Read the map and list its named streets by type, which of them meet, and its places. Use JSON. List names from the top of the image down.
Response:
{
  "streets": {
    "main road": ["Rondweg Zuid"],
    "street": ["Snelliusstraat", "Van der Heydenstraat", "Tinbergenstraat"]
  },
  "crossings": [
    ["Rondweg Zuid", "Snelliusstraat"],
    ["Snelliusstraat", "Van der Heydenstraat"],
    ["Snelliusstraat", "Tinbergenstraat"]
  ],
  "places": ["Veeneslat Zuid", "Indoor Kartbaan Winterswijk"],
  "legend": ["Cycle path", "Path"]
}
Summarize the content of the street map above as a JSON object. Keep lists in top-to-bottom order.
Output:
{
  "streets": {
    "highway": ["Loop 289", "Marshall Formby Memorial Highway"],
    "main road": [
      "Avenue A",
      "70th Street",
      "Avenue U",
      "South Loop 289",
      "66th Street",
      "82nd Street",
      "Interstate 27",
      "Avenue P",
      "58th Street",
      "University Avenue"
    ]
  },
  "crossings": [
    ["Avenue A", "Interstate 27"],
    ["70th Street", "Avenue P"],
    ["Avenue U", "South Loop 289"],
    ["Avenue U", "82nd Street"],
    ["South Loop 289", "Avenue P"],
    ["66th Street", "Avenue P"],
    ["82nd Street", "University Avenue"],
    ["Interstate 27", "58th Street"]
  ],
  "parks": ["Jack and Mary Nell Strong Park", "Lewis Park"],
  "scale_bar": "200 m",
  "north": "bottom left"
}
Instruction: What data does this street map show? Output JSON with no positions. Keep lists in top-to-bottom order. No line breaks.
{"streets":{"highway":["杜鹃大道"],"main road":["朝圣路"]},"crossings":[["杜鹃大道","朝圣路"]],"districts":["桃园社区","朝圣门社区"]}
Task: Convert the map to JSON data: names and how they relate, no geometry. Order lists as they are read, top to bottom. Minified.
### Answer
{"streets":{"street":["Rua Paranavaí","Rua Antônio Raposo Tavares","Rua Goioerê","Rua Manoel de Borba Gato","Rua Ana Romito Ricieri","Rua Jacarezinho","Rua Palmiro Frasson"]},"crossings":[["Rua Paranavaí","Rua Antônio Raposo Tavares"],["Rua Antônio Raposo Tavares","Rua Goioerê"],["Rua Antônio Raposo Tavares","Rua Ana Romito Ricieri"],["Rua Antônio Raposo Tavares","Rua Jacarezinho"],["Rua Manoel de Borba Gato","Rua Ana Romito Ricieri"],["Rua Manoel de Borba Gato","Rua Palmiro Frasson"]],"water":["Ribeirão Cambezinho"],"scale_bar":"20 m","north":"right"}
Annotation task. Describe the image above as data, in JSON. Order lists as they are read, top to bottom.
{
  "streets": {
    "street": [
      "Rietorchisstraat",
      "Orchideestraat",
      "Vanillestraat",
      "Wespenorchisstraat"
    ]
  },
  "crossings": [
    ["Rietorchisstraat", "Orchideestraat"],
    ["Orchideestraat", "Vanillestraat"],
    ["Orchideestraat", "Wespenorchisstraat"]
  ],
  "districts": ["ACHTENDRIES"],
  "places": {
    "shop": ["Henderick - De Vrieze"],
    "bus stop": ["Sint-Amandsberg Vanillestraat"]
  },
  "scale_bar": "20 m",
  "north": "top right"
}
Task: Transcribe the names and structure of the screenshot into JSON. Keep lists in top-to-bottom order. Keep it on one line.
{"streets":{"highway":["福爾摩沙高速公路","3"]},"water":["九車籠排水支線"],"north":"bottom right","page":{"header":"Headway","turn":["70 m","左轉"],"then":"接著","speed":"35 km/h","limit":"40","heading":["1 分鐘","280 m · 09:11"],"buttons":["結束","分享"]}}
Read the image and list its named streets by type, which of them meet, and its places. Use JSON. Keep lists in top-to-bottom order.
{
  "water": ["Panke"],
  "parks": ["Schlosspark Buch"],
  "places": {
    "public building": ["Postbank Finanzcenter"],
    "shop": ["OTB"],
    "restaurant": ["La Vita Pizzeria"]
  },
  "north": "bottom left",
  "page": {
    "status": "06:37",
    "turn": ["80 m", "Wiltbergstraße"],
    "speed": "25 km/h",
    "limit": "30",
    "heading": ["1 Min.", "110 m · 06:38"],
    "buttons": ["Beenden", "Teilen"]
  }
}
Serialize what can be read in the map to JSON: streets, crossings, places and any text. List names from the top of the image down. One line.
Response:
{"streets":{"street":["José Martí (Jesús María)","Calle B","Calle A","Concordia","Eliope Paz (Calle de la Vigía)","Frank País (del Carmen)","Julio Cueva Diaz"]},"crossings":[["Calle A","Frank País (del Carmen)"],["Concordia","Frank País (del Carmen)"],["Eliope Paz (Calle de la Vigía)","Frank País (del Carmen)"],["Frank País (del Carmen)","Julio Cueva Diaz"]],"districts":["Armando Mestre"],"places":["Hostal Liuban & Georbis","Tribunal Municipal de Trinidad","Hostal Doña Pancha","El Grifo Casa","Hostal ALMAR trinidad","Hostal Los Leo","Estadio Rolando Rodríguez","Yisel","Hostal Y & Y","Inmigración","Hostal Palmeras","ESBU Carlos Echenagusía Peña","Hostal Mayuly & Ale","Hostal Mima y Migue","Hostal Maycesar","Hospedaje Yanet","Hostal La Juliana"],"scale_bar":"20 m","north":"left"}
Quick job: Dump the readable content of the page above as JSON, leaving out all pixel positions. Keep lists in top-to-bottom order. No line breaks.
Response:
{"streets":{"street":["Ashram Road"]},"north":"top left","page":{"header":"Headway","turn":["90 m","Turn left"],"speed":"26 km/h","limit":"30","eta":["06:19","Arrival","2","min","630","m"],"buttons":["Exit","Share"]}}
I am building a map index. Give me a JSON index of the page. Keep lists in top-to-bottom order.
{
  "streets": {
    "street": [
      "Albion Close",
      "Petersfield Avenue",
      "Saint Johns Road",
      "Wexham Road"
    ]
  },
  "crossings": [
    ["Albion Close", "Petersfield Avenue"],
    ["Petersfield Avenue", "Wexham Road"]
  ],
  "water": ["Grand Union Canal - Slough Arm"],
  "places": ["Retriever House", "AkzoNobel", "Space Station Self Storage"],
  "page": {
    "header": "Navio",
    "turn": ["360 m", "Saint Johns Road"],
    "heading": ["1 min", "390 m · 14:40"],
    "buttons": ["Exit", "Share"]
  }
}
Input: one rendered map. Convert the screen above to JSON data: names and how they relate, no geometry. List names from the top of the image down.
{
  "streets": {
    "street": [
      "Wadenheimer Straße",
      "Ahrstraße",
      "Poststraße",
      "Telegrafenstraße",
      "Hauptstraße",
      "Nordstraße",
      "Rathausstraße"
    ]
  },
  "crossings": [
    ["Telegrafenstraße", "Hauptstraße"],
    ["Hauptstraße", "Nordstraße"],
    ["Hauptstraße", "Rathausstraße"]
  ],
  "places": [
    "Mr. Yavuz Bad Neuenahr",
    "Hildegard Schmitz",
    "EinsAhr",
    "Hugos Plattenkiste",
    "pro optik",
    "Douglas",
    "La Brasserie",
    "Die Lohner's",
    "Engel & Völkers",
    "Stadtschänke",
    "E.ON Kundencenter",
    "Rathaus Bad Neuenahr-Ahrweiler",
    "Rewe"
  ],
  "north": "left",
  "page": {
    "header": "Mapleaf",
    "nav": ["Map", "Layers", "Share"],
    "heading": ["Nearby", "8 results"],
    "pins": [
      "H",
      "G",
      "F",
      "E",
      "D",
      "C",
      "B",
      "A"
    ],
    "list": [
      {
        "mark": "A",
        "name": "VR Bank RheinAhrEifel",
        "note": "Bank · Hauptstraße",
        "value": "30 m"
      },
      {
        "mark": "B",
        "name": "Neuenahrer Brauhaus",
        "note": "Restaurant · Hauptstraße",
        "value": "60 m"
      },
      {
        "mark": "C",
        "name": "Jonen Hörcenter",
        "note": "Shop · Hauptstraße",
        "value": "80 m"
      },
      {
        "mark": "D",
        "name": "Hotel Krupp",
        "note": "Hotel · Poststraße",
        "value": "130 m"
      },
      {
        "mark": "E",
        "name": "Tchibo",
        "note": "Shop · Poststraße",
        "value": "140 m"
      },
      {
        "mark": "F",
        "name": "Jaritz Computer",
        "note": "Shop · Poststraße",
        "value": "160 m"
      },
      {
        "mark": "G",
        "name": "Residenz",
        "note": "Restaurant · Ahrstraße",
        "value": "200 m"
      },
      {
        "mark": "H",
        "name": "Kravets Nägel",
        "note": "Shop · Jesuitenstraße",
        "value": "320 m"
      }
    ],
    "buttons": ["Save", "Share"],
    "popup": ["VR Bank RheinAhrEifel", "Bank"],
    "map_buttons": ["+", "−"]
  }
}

WHAT IS NEEDED:
Tally the lines of the records that contain the word "content", then give only the tally.

COMPLETED TASK:
2